Talvez o único que tenha, de fato, sido confrontado muito acima de qualquer limite estabelecido pela institucionalidade ou mesmo pela ética, tenha sido Getúlio Vargas – que chegou à Presidência num ato de força e num ato de força foi tirado, na primeira ocasião, e, na segunda, chegou “nos braços do povo” e, com popularidade fragilizada diante das intensas pressões sofridas, agiu de forma capital justamente para retornar aos braços do povo que o elegera.
O que isso tudo quer dizer, afinal? Bom, não se pode afirmar que o Presidente no Brasil tem poderes imperiais, certamente; seu poder é limitado e sua capacidade de governança, facilmente contaminada pelas pressões advindas de outras frentes.

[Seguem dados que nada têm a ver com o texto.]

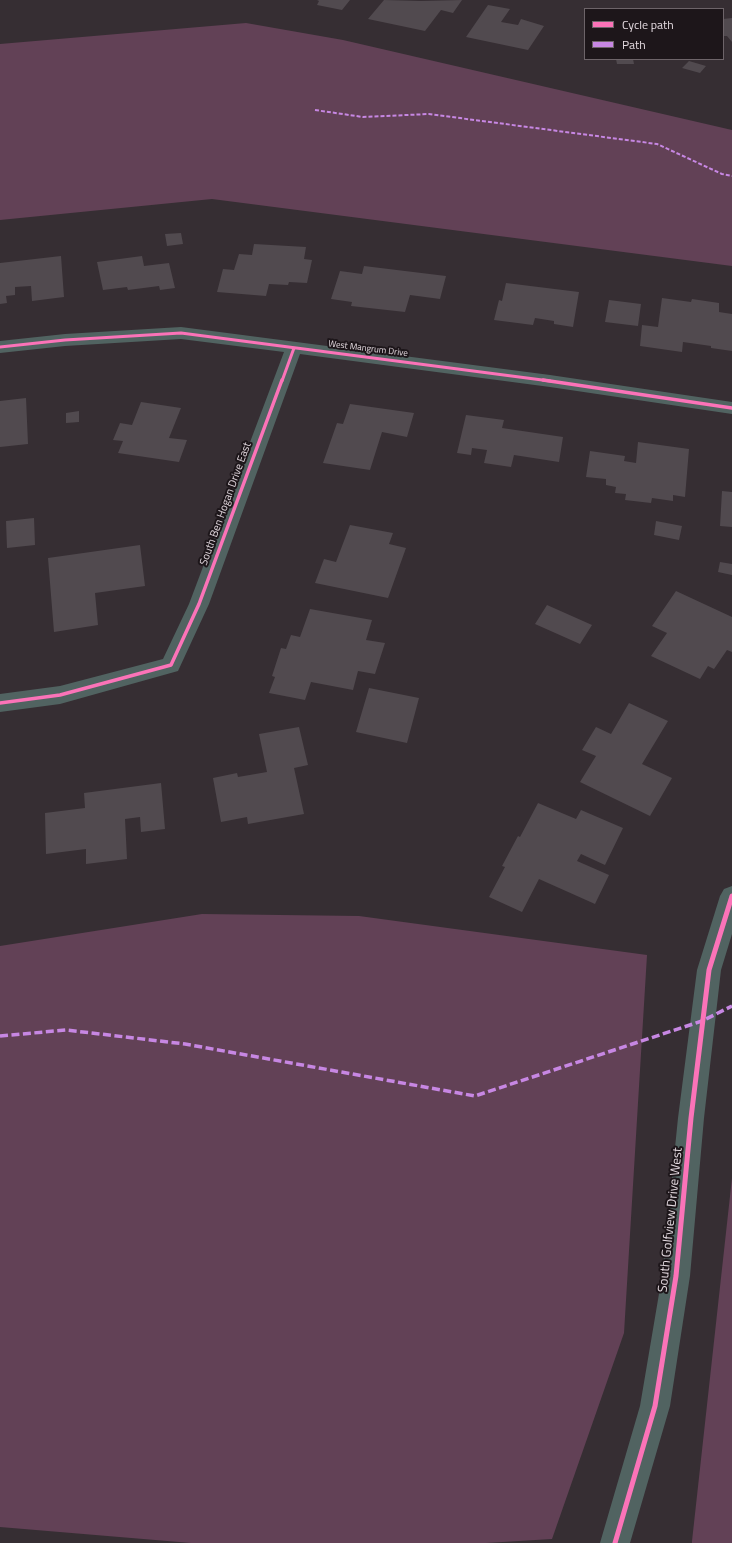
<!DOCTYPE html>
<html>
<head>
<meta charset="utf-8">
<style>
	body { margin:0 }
	#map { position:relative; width:732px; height:1543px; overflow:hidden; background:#362e33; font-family:"Titillium Web",sans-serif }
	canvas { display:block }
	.legend { position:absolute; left:584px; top:8px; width:140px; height:52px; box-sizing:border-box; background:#1d161a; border:1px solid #6d6469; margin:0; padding:5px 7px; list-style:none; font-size:12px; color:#e4dae0 }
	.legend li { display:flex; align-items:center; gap:8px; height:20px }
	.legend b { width:20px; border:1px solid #6d6469 }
</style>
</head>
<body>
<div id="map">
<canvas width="732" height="1543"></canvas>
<ul class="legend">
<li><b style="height:5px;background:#fb73b8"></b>Cycle path</li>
<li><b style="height:5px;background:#c787e3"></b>Path</li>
</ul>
</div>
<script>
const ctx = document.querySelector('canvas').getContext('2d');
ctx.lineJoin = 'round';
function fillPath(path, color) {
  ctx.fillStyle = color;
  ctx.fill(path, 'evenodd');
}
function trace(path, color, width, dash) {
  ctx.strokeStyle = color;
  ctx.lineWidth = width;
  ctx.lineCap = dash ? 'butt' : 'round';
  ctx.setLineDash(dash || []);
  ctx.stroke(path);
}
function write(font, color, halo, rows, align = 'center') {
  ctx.font = font + ' "Titillium Web",sans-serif';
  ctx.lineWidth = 4;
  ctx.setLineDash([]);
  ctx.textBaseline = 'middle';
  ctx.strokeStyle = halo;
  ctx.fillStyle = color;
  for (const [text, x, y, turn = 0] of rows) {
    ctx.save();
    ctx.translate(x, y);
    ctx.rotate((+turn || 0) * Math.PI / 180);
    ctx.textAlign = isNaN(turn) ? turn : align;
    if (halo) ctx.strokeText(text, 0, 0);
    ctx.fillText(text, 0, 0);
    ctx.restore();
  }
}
const green = new Path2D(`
	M 246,23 L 343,40 L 732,130 L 732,266 L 212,199 L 0,220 L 0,44 Z
	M 202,914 L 359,916 L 647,955 L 624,1333 L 552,1539 L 486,1543 L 191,1543 L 0,1527 L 0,946 Z
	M 732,1178 L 732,1543 L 692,1543 L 692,1541 Z`);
const building = new Path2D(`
	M 317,0 L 350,0 L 342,10 L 317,5 L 319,1 Z
	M 384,0 L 421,1 L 462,0 L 453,13 L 441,10 L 425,31 L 368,19 Z
	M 488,5 L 510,9 L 501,22 L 518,25 L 521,19 L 544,26 L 528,50 L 466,37 Z
	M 732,18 L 732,42 L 727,36 L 723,36 L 723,19 Z
	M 616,59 L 633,59 L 634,64 L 617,64 Z
	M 689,61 L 706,66 L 700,73 L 682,68 Z
	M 181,233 L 183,244 L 167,246 L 165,234 Z
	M 254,244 L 306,247 L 304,259 L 312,260 L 307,283 L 289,282 L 288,285 L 269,284 L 266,296 L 217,292 L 223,269 L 234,270 L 239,254 L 252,255 Z
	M 61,256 L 64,297 L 32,301 L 31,286 L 15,287 L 15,295 L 6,296 L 7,303 L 0,304 L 0,263 Z
	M 142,256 L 144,266 L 169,263 L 175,288 L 160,290 L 159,286 L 128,290 L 127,287 L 103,290 L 97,262 Z
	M 364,266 L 446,276 L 440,299 L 410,295 L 405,312 L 351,306 L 352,302 L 331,299 L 340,271 L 362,274 Z
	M 506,283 L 579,292 L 573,327 L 554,324 L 554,321 L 535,318 L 533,325 L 494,320 L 499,300 L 502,301 Z
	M 662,298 L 691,302 L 692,299 L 719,303 L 719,312 L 732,314 L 732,351 L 711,348 L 711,346 L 683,342 L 682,352 L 640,346 L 642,325 L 658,327 Z
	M 609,300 L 641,304 L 638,326 L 605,322 Z
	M 26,398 L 28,444 L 0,447 L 0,401 Z
	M 141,402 L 181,408 L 169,438 L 187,440 L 179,462 L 118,453 L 123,441 L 113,440 L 120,423 L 132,425 Z
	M 350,404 L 414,413 L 407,437 L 382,432 L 370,470 L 323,463 L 337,423 L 343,424 Z
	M 79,411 L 79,422 L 66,423 L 66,413 Z
	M 466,415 L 504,420 L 502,428 L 563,437 L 559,462 L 514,455 L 511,467 L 484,463 L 487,450 L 472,448 L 471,455 L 457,453 Z
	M 638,442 L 689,449 L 685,497 L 673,495 L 673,501 L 652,498 L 651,503 L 625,500 L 626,494 L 615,493 L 616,487 L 606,485 L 606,479 L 586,477 L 590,451 L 625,456 L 624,461 L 636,463 Z
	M 722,491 L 732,492 L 732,527 L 720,526 Z
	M 34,518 L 35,545 L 7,548 L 6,521 Z
	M 656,521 L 682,526 L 679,540 L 654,535 Z
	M 350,525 L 393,533 L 389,544 L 406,548 L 388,598 L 315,583 L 324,559 L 336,562 Z
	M 140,545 L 145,586 L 95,593 L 98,625 L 54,632 L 48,558 Z
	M 720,562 L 732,564 L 732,575 L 718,572 Z
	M 676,591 L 732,617 L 732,652 L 727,650 L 714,669 L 708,666 L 700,679 L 651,656 L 667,633 L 652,626 Z
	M 547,605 L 592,625 L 580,644 L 535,624 Z
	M 310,609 L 372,620 L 366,640 L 385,643 L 375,674 L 358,671 L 353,690 L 311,682 L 305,700 L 269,693 L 275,677 L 272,676 L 281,648 L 286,649 L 291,635 L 300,637 Z
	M 369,688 L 419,698 L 407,743 L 356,732 Z
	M 629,703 L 668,721 L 642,764 L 672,778 L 650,816 L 580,782 L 596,756 L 582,750 L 596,727 L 611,734 Z
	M 299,727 L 308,765 L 294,768 L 304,814 L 248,824 L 247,817 L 221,822 L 213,778 L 237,773 L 238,777 L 267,772 L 259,734 Z
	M 161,783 L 165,829 L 141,832 L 140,817 L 125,819 L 127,859 L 86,864 L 86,849 L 46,854 L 45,813 L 85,808 L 84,793 Z
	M 538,803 L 576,819 L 581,810 L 623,828 L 605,865 L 581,854 L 577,861 L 609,875 L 595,904 L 539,879 L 522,912 L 489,897 L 505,867 L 502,866 L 518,836 L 520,837 Z`);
const street = new Path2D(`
	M 181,327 L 550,375 L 732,402 L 732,414 L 550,387 L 300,354 L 209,604 L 178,671 L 60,704 L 0,712 L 0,694 L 60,686 L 163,659 L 189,604 L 284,352 L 181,339 L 65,346 L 0,353 L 0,341 L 65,334 Z
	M 732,886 L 732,934 L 721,970 L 704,1118 L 690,1276 L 670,1406 L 630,1543 L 600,1543 L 640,1406 L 662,1276 L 678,1118 L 697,970 L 720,896 L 724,889 Z`);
const quietFar1 = new Path2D(`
	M 315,110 L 363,117 L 429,114 L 657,144 L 722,174 L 732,176`);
const quiet = new Path2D(`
	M 0,1036 L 66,1030 L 185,1044 L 475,1096 L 702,1021 L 732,1006`);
const cyclewayFar2 = new Path2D(`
	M 0,347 L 65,340 L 181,333 L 550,381
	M 282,381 L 294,348`);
const cyclewayFar1 = new Path2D(`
	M 543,380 L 732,408
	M 0,703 L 60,695 L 171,665 L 199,604 L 282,380`);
const cycleway = new Path2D(`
	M 615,1543 L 655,1406 L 676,1276 L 691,1118 L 709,970 L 732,896`);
const farStreetnames = [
	["West Mangrum Drive",368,349,7]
];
const streetNames = [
	["South Ben Hogan Drive East",226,504,-70]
];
const nearStreetnames = [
	["South Golfview Drive West",671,1220,-84]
];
fillPath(green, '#624156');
fillPath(building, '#514a4f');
fillPath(street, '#516361');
trace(quietFar1, '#c787e3', 2, [4, 2]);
trace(quiet, '#c787e3', 3.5, [8, 3.5]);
trace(cyclewayFar2, '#fb73b8', 3);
trace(cyclewayFar1, '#fb73b8', 3.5);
trace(cycleway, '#fb73b8', 5);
write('9px', '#e4dae0', '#1d161a', farStreetnames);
write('11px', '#e4dae0', '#1d161a', streetNames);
write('13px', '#e4dae0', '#1d161a', nearStreetnames);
</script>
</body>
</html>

Contudo, também não podemos negar que a blindagem oferecida pela natureza do cargo suplanta qualquer outra no país e que, sim, muito além de qualquer forma de expressão, o presidente só sai da presidência se quiser. Isso não inclui, naturalmente, o ciclo de encerramento de mandatos, embora esse protocolo tenha sido poucas vezes questionado – Vargas, Castelo Branco e FHC foram alguns que ficaram no poder além do tempo que se supunha que ficariam inicialmente. Mesmo Lula tinha francas condições de pleitear um terceiro mandato, num momento em que seus correspondentes faziam o mesmo na vizinhança latino-americana, e credenciado como estava pela aprovação popular recorde (aliás, os jovens talvez não se lembrem, mas a grande imprensa dava como certa essa articulação). Ao que parece, apesar do corporativismo de nossos políticos, o apetite pelo poder não é lá tão forte no Brasil. Ou pelo menos quando se trata do poder central. Há muitos Rasputins para poucos aptos a ser czar. Não surpreende. É muito melhor viver da mamata do que se tornar vidraça. Bolsonaro entendeu isso, mas agora é tarde — ele já é presidente, afinal.